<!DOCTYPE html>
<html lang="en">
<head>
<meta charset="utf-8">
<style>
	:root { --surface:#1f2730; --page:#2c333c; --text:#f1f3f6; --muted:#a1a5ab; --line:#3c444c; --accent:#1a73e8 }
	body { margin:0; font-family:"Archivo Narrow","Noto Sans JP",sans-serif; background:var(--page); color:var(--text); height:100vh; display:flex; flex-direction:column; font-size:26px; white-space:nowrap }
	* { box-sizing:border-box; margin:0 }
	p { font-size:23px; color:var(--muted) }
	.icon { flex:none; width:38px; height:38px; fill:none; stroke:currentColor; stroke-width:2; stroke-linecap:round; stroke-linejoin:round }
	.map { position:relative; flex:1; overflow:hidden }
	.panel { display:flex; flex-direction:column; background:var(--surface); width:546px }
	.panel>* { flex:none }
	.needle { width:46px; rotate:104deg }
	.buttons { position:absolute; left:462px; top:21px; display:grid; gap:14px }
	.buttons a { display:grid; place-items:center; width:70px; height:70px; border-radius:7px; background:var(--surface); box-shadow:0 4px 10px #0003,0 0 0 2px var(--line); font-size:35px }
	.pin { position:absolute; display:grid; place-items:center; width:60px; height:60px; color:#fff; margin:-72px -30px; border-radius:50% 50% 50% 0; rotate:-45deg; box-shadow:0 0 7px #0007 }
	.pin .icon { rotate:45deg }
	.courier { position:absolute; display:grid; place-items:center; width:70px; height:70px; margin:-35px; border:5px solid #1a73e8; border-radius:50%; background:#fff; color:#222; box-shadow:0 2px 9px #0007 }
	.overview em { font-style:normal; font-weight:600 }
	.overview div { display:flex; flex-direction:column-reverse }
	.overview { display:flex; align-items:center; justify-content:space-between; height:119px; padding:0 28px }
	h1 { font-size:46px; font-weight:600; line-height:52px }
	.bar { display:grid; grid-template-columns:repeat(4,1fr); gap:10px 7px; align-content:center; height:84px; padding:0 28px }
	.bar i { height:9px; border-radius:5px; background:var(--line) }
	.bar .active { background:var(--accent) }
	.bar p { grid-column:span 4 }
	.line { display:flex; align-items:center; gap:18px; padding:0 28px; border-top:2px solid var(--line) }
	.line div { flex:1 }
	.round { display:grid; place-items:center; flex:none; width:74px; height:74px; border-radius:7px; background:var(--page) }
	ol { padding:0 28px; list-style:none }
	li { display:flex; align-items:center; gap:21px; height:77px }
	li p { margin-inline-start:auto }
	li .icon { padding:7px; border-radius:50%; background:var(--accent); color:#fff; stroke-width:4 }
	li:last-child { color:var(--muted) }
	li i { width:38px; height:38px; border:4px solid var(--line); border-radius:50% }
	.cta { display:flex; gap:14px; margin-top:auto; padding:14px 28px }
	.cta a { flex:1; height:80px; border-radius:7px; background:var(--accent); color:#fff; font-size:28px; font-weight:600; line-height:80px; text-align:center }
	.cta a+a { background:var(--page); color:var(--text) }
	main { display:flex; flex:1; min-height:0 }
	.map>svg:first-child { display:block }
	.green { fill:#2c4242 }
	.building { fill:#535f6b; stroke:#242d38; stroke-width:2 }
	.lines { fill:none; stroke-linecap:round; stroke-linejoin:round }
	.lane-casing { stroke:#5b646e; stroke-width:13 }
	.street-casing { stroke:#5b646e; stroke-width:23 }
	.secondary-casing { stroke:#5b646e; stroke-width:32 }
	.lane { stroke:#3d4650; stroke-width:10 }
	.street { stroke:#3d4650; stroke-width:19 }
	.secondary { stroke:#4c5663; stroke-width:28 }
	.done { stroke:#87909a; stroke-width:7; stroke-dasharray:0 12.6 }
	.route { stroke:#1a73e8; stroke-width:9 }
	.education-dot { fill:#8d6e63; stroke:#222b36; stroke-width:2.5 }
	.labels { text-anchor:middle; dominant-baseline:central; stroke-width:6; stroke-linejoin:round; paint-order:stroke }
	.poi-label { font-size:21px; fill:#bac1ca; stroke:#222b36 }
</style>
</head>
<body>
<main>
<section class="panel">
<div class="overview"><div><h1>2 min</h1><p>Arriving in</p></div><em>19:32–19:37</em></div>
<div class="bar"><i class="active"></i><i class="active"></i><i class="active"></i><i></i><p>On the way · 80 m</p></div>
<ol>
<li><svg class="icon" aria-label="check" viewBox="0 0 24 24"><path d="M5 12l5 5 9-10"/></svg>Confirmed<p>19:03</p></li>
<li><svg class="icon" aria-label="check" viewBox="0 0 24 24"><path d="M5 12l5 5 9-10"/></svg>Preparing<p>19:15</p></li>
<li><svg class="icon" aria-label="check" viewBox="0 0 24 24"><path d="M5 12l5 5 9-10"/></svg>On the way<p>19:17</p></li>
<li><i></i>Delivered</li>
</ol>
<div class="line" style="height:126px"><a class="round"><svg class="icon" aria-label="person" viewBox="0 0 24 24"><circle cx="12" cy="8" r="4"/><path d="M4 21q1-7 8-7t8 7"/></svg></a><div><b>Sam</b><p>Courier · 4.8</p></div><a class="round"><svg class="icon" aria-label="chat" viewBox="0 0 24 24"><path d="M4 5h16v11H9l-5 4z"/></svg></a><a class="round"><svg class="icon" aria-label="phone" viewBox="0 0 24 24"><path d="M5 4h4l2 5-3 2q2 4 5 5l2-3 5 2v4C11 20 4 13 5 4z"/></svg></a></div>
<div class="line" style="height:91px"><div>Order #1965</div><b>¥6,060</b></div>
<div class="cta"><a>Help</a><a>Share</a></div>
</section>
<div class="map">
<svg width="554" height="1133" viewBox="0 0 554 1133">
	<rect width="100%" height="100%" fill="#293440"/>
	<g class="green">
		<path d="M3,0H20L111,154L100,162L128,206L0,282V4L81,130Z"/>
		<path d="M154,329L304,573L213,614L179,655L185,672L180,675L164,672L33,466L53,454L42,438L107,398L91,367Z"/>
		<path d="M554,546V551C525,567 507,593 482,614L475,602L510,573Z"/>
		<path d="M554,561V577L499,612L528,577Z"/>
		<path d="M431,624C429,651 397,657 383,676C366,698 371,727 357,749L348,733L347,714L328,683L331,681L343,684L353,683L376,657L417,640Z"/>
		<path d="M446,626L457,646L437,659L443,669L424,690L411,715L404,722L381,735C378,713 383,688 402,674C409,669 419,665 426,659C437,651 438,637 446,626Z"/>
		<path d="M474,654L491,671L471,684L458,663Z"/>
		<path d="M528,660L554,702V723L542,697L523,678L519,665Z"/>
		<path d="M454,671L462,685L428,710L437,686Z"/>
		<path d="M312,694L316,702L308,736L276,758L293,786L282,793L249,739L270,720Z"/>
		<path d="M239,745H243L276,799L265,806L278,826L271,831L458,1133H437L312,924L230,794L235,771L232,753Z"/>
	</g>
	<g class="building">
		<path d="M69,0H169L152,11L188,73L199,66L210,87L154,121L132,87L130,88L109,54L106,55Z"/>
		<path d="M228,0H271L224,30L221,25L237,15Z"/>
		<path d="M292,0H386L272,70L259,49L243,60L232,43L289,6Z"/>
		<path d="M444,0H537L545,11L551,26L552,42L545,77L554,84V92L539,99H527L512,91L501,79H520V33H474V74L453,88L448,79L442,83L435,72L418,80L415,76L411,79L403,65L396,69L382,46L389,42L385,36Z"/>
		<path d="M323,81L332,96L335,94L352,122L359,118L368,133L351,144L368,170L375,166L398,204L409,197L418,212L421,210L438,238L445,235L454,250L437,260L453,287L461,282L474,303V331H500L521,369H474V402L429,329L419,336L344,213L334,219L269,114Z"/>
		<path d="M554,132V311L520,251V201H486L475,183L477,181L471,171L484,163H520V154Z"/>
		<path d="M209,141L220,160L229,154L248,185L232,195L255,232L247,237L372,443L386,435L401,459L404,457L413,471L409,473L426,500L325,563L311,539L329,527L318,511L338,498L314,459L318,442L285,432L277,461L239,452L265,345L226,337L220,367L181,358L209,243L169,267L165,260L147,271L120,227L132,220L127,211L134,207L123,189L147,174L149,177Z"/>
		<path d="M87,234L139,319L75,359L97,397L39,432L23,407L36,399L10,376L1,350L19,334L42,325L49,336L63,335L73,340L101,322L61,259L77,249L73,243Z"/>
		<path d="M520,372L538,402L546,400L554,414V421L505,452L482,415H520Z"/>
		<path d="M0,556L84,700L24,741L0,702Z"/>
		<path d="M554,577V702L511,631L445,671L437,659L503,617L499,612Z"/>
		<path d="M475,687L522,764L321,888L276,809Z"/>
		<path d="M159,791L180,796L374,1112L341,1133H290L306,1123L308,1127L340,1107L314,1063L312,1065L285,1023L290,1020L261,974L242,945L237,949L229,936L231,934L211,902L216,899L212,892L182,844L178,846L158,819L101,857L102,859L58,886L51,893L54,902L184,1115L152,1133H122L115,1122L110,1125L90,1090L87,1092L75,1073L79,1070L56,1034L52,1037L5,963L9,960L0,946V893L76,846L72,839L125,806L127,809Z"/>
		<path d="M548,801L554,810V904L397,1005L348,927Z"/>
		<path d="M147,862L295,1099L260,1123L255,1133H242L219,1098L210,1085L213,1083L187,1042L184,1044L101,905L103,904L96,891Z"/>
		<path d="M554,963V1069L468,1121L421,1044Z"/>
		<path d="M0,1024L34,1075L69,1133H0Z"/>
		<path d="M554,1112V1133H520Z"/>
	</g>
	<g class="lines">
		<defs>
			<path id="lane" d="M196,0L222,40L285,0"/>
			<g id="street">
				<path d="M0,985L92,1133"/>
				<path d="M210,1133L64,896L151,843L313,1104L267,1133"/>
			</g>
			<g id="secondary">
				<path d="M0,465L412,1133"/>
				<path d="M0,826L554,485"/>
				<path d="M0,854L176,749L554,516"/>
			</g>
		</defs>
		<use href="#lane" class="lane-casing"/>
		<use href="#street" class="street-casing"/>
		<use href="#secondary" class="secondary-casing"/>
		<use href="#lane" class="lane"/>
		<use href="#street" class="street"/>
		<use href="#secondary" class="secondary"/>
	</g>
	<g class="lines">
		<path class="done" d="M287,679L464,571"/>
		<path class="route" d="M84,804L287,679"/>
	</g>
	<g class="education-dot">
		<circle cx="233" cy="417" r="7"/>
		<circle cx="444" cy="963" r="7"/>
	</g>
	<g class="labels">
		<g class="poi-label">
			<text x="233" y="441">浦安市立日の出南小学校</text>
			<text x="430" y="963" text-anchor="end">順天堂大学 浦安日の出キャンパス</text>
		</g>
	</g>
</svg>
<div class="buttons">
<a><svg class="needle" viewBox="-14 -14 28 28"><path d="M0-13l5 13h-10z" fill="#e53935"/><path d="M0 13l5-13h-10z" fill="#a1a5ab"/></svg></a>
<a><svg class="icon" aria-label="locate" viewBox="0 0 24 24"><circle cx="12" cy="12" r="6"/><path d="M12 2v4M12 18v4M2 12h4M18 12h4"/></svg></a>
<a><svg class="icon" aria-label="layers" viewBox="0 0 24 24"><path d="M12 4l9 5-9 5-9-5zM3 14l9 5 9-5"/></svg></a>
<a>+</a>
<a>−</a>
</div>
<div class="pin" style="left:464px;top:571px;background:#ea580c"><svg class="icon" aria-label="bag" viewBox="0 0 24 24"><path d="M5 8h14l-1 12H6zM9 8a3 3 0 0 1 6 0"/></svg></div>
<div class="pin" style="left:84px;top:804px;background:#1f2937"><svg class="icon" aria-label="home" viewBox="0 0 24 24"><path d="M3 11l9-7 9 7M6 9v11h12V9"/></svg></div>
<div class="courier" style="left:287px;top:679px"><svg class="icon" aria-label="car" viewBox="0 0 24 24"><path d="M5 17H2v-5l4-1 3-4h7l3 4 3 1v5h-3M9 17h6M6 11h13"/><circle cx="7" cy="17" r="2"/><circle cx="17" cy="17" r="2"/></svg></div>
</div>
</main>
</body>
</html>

================

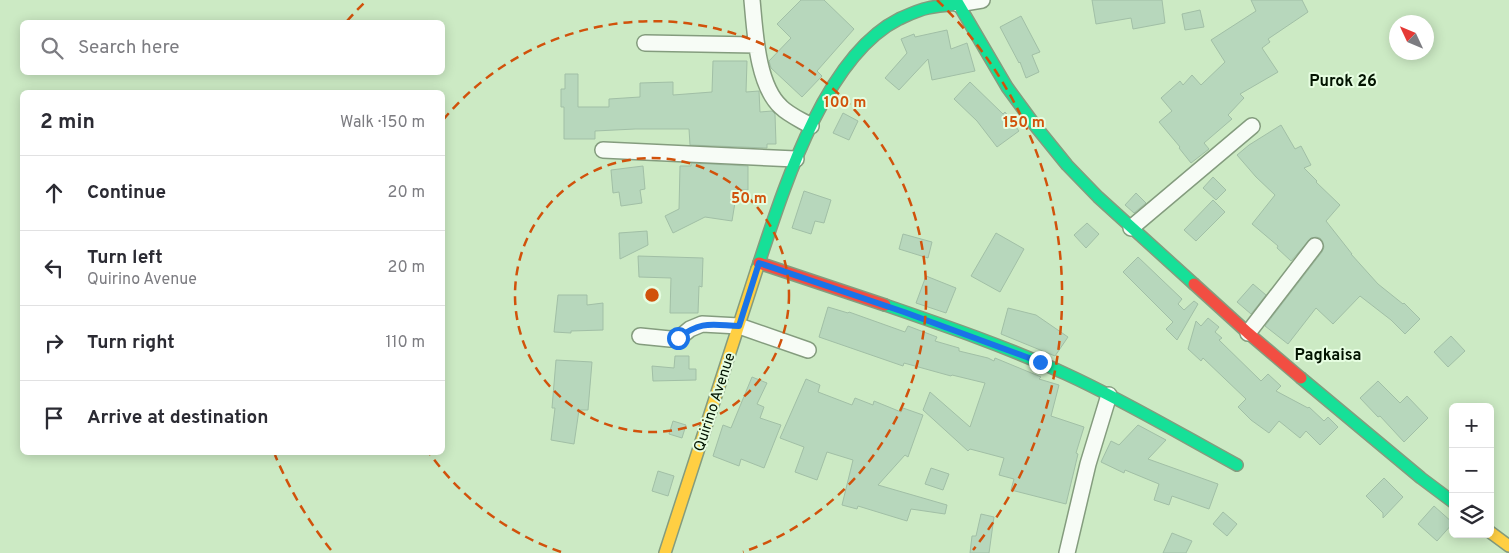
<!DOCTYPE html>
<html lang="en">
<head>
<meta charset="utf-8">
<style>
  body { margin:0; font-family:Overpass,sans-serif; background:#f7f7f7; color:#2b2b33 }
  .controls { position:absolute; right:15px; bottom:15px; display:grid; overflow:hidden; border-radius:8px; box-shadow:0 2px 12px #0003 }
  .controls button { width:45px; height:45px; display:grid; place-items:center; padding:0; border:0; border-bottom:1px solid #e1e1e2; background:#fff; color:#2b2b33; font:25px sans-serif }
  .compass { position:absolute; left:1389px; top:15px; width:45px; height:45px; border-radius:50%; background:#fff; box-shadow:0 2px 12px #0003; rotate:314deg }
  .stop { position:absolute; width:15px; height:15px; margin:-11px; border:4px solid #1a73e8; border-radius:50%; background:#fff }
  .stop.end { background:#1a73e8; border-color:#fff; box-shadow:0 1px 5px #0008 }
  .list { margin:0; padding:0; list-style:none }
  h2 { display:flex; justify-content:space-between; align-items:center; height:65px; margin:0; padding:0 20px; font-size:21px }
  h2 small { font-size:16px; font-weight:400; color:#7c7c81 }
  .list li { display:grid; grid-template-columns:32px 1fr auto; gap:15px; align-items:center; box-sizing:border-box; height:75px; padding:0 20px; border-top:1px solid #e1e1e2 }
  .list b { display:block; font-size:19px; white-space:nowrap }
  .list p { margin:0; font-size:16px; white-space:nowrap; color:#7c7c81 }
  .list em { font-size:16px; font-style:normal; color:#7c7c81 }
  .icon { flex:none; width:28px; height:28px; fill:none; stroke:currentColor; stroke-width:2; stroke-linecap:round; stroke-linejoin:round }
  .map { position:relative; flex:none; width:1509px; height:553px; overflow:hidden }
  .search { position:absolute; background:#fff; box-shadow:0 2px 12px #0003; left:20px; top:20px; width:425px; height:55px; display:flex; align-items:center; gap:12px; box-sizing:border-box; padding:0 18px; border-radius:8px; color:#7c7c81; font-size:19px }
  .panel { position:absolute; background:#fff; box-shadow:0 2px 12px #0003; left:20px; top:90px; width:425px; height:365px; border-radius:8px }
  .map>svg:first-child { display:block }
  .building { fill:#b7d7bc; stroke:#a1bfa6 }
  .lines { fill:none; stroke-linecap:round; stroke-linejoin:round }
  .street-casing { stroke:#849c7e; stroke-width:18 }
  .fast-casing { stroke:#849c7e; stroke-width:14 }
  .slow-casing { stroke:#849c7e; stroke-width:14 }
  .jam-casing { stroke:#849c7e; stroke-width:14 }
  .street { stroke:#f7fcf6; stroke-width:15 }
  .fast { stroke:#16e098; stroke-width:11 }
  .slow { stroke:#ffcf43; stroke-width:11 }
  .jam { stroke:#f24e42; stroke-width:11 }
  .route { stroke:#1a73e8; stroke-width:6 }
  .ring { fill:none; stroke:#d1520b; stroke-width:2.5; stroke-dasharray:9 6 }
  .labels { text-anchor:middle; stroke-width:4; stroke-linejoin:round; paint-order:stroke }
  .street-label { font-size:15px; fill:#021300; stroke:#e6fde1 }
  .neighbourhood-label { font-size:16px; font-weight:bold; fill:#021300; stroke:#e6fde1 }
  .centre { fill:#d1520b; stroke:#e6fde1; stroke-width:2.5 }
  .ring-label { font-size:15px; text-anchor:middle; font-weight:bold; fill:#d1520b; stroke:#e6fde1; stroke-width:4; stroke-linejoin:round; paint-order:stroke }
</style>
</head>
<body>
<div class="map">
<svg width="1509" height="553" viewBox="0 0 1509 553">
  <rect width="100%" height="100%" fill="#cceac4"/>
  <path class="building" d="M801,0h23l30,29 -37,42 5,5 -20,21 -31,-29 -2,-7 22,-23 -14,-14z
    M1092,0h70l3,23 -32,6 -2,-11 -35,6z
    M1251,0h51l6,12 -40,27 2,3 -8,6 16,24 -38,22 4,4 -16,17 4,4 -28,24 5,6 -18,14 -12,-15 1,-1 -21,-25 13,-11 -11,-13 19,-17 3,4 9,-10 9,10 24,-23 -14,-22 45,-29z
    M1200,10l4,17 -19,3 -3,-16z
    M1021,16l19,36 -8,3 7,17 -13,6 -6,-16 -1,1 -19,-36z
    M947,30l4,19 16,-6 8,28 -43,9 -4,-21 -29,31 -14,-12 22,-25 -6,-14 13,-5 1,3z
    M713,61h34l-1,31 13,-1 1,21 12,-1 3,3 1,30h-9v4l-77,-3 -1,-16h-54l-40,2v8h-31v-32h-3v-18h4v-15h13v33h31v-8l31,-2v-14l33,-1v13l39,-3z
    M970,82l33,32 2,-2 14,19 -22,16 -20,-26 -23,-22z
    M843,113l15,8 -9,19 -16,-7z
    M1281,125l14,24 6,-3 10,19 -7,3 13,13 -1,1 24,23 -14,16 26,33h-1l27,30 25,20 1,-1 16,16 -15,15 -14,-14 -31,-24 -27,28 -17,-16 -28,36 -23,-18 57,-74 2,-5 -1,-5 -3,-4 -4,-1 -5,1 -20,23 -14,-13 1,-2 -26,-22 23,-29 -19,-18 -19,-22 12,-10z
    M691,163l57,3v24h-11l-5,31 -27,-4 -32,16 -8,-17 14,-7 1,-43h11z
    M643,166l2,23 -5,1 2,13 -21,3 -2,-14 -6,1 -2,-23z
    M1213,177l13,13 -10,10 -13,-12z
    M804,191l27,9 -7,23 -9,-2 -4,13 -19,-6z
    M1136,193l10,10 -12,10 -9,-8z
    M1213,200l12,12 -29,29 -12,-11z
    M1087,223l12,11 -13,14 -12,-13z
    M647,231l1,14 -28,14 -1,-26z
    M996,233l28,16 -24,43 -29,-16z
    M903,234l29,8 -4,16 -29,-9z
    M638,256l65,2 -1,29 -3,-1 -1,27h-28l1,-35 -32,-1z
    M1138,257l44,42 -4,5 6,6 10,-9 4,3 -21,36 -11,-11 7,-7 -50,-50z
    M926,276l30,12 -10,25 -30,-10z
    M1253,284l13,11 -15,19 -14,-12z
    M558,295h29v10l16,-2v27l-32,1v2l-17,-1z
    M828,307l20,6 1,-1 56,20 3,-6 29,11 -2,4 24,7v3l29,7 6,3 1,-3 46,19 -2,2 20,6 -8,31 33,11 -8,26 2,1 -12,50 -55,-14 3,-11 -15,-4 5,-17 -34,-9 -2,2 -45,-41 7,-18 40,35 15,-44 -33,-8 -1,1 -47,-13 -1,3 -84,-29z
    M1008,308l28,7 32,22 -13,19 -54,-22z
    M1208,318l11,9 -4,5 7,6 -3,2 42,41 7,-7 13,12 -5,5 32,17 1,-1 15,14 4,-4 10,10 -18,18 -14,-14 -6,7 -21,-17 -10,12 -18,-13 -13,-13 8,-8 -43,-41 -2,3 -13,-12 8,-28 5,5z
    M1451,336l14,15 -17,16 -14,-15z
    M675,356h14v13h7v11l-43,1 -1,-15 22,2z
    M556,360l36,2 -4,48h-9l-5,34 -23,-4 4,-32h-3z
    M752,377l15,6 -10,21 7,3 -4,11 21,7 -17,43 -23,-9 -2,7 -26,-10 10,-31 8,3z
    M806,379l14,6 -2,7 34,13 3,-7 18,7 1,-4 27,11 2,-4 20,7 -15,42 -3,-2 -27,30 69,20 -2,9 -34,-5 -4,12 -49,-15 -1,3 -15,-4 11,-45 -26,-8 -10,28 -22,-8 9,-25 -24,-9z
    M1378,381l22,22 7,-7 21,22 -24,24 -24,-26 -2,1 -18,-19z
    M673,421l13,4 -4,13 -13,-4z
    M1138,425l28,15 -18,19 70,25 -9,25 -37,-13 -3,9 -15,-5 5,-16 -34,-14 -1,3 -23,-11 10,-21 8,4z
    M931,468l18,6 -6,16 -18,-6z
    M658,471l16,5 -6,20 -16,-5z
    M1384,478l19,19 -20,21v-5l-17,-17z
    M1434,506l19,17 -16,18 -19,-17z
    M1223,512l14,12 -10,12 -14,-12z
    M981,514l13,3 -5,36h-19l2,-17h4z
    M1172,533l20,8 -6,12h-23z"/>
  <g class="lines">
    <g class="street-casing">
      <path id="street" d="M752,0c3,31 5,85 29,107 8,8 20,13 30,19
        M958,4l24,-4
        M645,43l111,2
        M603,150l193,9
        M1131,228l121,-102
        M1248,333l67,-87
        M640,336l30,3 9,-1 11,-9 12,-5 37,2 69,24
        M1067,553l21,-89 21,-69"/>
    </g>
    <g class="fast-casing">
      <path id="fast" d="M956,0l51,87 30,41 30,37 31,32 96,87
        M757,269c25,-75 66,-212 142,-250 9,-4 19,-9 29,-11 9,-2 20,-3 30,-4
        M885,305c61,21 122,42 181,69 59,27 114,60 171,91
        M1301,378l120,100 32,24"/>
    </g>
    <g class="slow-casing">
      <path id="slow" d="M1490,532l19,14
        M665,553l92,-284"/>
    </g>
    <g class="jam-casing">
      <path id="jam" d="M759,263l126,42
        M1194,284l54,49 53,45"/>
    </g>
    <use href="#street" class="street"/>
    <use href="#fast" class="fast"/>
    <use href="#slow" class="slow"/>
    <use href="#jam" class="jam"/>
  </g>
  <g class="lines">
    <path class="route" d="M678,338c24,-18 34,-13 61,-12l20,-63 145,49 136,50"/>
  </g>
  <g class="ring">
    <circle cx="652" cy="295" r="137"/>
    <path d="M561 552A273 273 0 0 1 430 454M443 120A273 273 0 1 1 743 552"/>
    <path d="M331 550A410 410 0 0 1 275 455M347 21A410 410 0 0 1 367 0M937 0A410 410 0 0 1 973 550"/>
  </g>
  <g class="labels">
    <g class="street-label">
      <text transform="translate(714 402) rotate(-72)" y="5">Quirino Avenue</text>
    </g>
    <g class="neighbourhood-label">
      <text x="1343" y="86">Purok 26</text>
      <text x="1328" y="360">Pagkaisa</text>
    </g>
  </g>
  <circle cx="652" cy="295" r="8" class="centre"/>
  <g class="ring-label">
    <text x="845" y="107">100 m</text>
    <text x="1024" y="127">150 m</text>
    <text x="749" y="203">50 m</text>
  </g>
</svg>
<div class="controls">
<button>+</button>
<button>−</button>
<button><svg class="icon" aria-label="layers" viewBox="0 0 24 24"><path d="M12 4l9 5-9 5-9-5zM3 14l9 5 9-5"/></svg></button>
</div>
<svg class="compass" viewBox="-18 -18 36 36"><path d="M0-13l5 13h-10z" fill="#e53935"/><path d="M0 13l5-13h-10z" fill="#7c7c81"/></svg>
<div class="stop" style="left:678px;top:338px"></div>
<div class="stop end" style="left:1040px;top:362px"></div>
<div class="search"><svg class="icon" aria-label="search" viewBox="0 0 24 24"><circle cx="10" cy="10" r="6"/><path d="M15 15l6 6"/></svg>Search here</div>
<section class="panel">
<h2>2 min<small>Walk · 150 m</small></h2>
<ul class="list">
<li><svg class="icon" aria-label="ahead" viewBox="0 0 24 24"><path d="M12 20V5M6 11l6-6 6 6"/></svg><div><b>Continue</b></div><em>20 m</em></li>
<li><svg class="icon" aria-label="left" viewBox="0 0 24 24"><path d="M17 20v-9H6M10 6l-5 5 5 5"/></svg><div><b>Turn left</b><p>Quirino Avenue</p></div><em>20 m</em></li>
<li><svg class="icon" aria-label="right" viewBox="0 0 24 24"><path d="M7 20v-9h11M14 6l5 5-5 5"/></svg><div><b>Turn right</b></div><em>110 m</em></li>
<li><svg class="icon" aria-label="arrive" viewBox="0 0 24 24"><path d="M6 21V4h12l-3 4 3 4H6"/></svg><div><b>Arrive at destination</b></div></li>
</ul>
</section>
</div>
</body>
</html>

================

▶ [THE TASK] All lines above containing the string "space" are to be collected.

▶ [RESPONSE BOX]
	body { margin:0; font-family:"Archivo Narrow","Noto Sans JP",sans-serif; background:var(--page); color:var(--text); height:100vh; display:flex; flex-direction:column; font-size:26px; white-space:nowrap }
	.overview { display:flex; align-items:center; justify-content:space-between; height:119px; padding:0 28px }
  h2 { display:flex; justify-content:space-between; align-items:center; height:65px; margin:0; padding:0 20px; font-size:21px }
  .list b { display:block; font-size:19px; white-space:nowrap }
  .list p { margin:0; font-size:16px; white-space:nowrap; color:#7c7c81 }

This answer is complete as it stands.